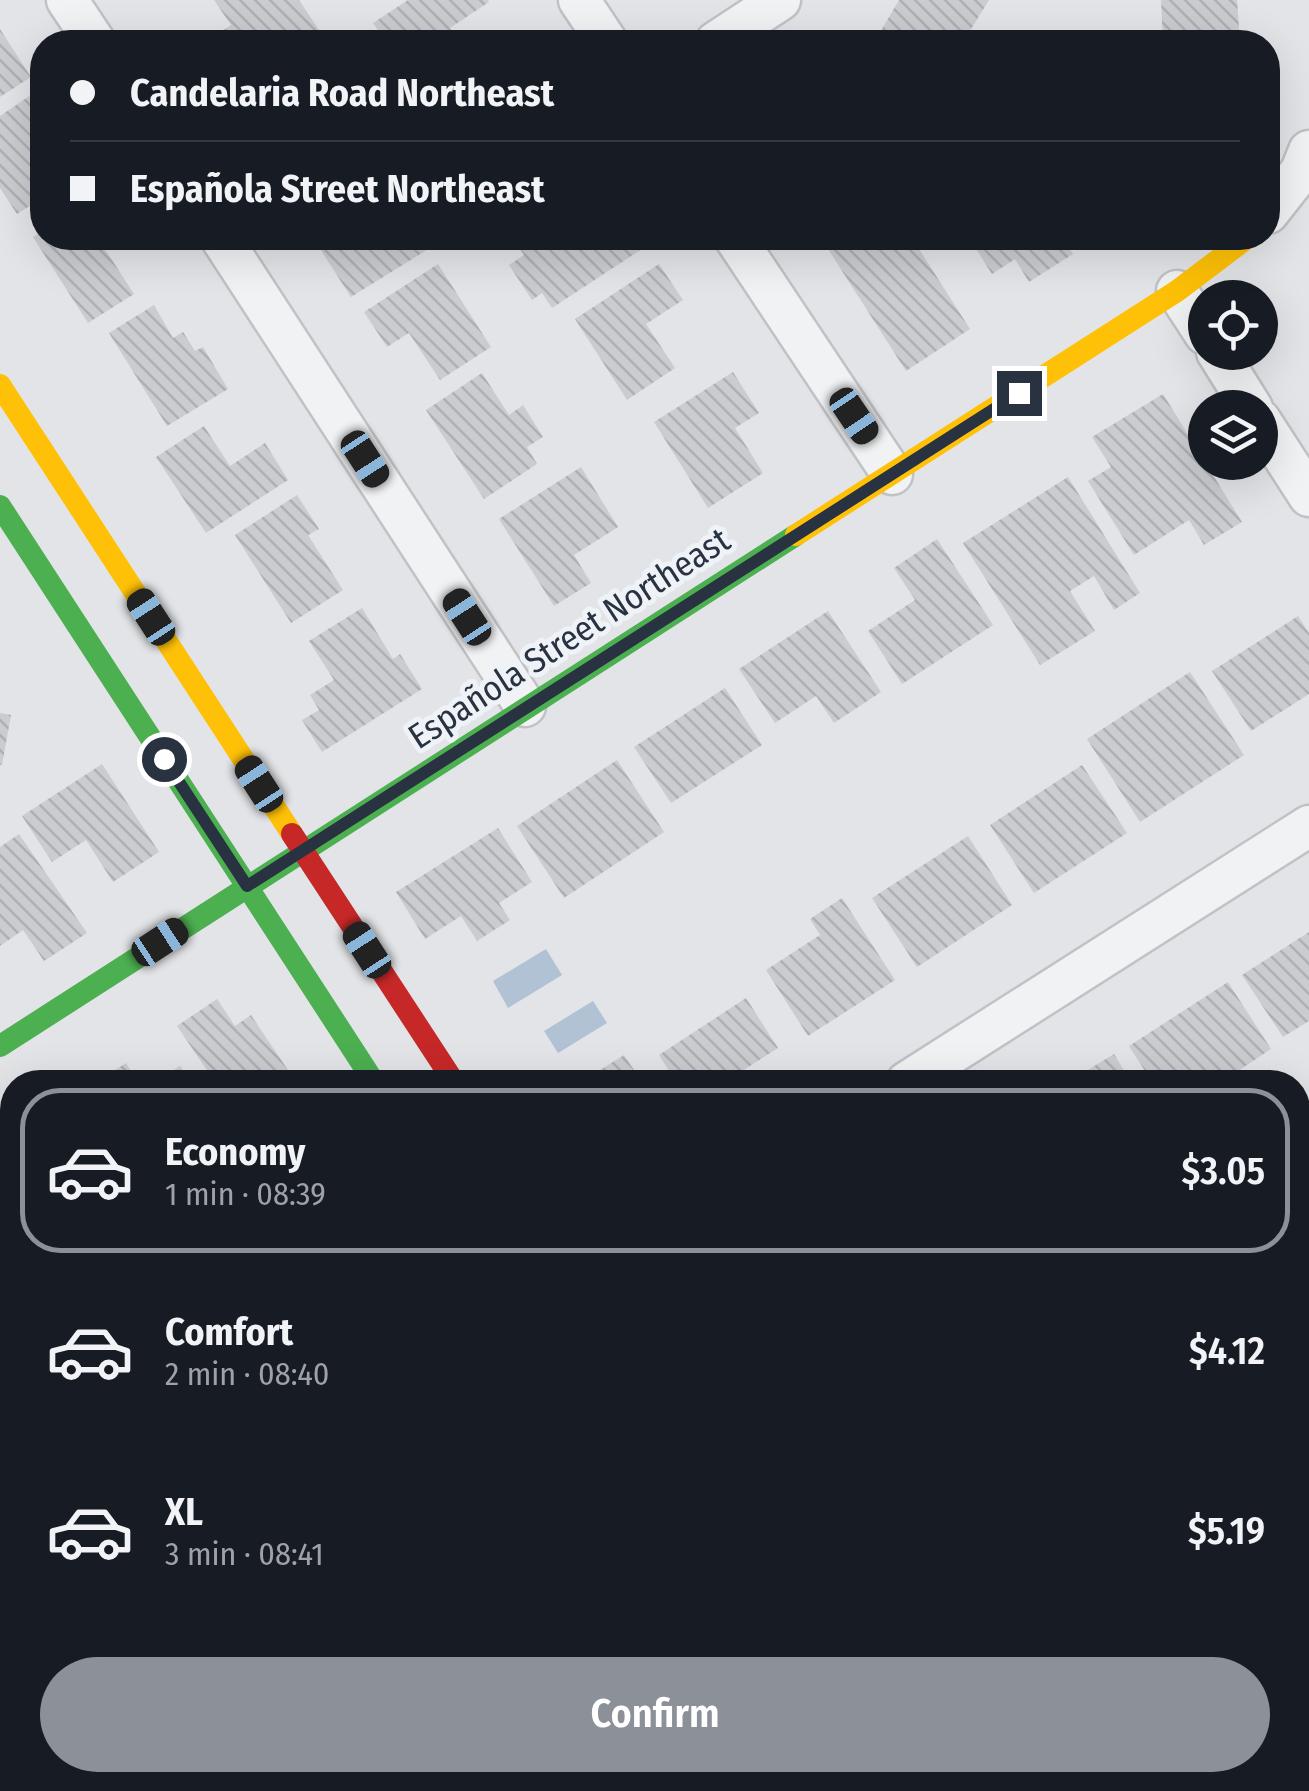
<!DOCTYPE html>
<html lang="en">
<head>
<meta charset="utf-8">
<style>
  :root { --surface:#171b24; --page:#242831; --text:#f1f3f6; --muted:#9ea1a6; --line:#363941; --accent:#8c9099 }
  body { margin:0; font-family:"Fira Sans Condensed",sans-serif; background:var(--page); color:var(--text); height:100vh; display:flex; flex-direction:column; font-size:38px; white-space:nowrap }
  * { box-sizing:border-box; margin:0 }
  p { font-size:32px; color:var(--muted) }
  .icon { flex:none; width:55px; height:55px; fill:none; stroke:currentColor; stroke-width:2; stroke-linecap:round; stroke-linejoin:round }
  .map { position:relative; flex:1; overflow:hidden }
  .details { position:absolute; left:0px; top:1070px; width:1310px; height:722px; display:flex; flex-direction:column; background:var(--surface); border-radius:40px 40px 0 0; box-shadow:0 10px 40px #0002 }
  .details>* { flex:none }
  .hud { position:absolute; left:30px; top:30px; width:1250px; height:220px; border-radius:40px; box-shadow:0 10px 40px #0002; display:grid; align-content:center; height:220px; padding:0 40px; background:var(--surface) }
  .fabs { position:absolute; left:1188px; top:280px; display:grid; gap:20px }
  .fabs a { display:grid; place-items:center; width:90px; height:90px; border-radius:50%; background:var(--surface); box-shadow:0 10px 40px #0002; font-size:50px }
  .end { position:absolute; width:45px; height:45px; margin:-22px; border:12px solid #283241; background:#fff; box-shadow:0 0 0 5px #fff }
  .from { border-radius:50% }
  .car { position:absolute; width:30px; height:60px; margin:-30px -15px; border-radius:12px; box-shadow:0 0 8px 2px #0007; background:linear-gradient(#222 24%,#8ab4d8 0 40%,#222 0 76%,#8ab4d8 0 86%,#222 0) }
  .hud b { display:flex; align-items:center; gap:35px; height:95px; font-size:38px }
  .hud b+b { border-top:2px solid var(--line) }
  .hud i { width:25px; height:25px; background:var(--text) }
  ul { padding:18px 0 0; list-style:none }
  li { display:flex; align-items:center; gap:30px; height:165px; margin:0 20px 15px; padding:0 20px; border:5px solid transparent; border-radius:40px }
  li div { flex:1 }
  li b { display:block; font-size:38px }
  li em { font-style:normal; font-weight:600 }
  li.active { border-color:var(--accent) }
  li>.icon { width:90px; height:90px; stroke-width:1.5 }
  .button { display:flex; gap:20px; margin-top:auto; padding:20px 40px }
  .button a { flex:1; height:115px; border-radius:60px; background:var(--accent); color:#fff; font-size:40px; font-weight:600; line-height:115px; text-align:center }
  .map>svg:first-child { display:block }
  .water { fill:#b0c2d3 }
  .building { fill:url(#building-back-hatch) }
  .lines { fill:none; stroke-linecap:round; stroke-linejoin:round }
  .street-casing { stroke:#c0c2c5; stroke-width:45 }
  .street { stroke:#f1f2f4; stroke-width:40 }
  .fast { stroke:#4caf50; stroke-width:22 }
  .slow { stroke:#ffc107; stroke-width:22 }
  .jam { stroke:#c62828; stroke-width:22 }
  .route { stroke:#283241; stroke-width:12 }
  .labels { text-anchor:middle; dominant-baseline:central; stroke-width:10; stroke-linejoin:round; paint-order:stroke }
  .street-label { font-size:35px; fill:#283241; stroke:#eff3f7 }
</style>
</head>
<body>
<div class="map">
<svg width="1309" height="1791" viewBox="0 0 1309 1791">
  <defs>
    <pattern id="building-back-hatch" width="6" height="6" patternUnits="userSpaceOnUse" patternTransform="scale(2.5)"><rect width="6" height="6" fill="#cacccf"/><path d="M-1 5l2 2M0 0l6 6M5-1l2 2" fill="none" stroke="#aeb0b3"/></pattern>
  </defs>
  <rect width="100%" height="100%" fill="#e2e4e7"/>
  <g class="water">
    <path d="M546 949 562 975 508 1008 493 981Z"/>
    <path d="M593 1001 607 1023 558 1053 544 1031Z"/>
  </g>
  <g class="building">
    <path d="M214 0H299L319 30 300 42H205L231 25Z"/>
    <path d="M408 0H488L489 2 450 28 459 42H386L373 23Z"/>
    <path d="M899 0H989L963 42H893L879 34Z"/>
    <path d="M1161 0H1237L1240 42H1163Z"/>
    <path d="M0 29 31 77 0 97Z"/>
    <path d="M38 90 42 97V135L34 141 42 154V198L17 214 0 188V116Z"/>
    <path d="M42 231V238H110L101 243 134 294 88 323 33 237Z"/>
    <path d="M313 238H423L430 248 351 297Z"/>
    <path d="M512 238H638L645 247 552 308 542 293 532 300 509 265 524 255Z"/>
    <path d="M846 238H912L970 329 906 371 828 249Z"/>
    <path d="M969 238H1063L1073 254 1029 282 1015 259 992 274Z"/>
    <path d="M438 264 491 347 440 380 409 333 387 347 364 312Z"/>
    <path d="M659 264 683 300 646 324 675 368 627 400 575 319Z"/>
    <path d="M154 305 173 338 183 332 195 351 203 347 228 389 167 426 109 333Z"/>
    <path d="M733 372 759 413 735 428 763 473 708 508 654 422Z"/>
    <path d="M482 373 509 415 523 405 543 437 527 447 537 464 484 499 426 410Z"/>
    <path d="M1163 394 1242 522 1204 545 1189 520 1134 555 1088 481 1111 467 1092 437Z"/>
    <path d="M204 426 230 466 265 443 288 480 206 533 156 457Z"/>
    <path d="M581 467 618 527 574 555 591 583 554 606 499 519Z"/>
    <path d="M1068 477 1140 593 1114 610 1094 576 1070 591 1095 631 1040 665 963 543Z"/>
    <path d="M297 495 319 529 308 535 343 590 291 623 235 535Z"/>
    <path d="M937 539 993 625 902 684 868 631 915 600 894 568Z"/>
    <path d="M362 608 393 659 400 654 422 689 322 752 302 720 319 710 310 695 334 680 309 641Z"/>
    <path d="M828 611 881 692 834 723 816 696 775 723 739 669Z"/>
    <path d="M1298 616 1309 633V694L1251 731 1212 671Z"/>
    <path d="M1190 672 1244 755 1140 822 1087 739Z"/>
    <path d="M725 688 762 745 671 803 634 747Z"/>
    <path d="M0 713 11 715 2 765H0Z"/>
    <path d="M617 760 664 832 564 898 517 826Z"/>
    <path d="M102 764 159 852 113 882 86 840 52 862 22 816Z"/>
    <path d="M1082 765 1127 833 1034 893 990 825Z"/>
    <path d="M498 828 532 882 499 903 510 920 477 941 461 916 425 939 396 892Z"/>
    <path d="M19 834 87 933 44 961 23 930 0 946V847Z"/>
    <path d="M968 836 1012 905 917 967 872 898Z"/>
    <path d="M842 898 895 980 808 1036 766 970 820 935 810 919Z"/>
    <path d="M1309 932V1021L1283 1037 1242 975Z"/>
    <path d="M1228 982 1271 1049 1232 1075 1236 1082H1152L1129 1046Z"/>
    <path d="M746 998 778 1048 725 1082H676L659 1055Z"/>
    <path d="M217 999 235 1026 251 1015 296 1082H215L177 1026Z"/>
    <path d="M1114 1054 1131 1082H1068Z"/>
    <path d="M624 1055 642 1082H581Z"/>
    <path d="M126 1063 138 1082H96Z"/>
    <path d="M180 1066 190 1082H155Z"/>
    <path d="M12 1177V1236L0 1244V1185Z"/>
    <path d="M1309 1209V1316L1305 1318 1309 1324V1341L1298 1348V1216Z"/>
    <path d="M12 1425V1523L0 1503V1433Z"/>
    <path d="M0 1525 12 1544V1561L0 1570Z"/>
    <path d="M1309 1540V1640L1298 1648V1548Z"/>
    <path d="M1309 1682V1709L1298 1691Z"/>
    <path d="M12 1766V1780H84L91 1791H0V1774Z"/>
    <path d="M449 1780H506L514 1791H433Z"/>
    <path d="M525 1780H576L583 1791H532Z"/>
    <path d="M985 1780H1037L1019 1791H992Z"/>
  </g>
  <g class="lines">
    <g class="street-casing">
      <g id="street">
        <path d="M67 0 95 42"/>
        <path d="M579 0 607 42"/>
        <path d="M716 42 780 0"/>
        <path d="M1268 213 1301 171 1309 151"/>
        <path d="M221 238 525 706"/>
        <path d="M735 238 892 474"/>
        <path d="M1177 291 1205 334"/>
        <path d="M1217 352 1252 408"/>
        <path d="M1260 420 1309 496"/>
        <path d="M907 1082 1309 826"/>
        <path d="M1298 1462 1309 1454"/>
        <path d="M0 1672 12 1664"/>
        <path d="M1242 1780 1249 1791"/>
        <path d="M783 1791 800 1780"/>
      </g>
    </g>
    <use href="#street" class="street"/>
    <g class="fast">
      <path d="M0 506 374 1082"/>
      <path d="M0 1046 796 535"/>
    </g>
    <g class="slow">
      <path d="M0 385 292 834"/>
      <path d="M796 535 1177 291 1247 238"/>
      <path d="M827 1780 834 1791"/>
      <path d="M907 1780 914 1791"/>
    </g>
    <path class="jam" d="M292 834 454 1082"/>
  </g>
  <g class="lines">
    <path class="route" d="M164 759 247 886 1019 393"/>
  </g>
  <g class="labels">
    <g class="street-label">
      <text transform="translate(569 638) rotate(-33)">Española Street Northeast</text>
    </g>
  </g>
</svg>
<div class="fabs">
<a><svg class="icon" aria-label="locate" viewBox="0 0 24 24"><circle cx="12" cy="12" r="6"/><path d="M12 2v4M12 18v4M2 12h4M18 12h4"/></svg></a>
<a><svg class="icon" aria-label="layers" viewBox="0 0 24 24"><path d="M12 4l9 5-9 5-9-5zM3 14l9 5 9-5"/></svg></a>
</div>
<i class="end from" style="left:164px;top:759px"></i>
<i class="end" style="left:1019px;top:393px"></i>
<i class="car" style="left:854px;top:416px;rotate:146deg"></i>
<i class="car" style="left:365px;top:459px;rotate:147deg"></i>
<i class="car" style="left:151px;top:617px;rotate:327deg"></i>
<i class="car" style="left:467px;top:617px;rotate:327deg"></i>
<i class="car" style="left:259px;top:784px;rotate:327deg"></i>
<i class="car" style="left:160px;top:942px;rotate:57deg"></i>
<i class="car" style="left:367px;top:950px;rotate:327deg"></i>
<div class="hud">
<b><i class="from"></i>Candelaria Road Northeast</b>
<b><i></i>Española Street Northeast</b>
</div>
<section class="details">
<ul>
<li class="active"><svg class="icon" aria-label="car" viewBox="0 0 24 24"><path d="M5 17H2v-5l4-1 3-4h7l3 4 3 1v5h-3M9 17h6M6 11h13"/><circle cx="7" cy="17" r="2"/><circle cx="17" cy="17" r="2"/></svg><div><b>Economy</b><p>1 min · 08:39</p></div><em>$3.05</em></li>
<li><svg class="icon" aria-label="car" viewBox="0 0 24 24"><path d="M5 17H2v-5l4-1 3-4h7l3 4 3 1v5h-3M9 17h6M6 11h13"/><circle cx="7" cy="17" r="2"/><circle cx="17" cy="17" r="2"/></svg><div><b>Comfort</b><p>2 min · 08:40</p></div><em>$4.12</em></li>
<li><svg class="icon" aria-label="car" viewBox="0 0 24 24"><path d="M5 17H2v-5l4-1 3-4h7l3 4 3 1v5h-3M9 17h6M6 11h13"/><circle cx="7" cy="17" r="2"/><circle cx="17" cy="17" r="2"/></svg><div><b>XL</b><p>3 min · 08:41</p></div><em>$5.19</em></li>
</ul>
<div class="button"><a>Confirm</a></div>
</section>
</div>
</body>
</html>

---*---

▶ _What needs to be done_:
List all lines from the entries that include the word "linecap".

▶ _Expected answer_:
  .icon { flex:none; width:55px; height:55px; fill:none; stroke:currentColor; stroke-width:2; stroke-linecap:round; stroke-linejoin:round }
  .lines { fill:none; stroke-linecap:round; stroke-linejoin:round }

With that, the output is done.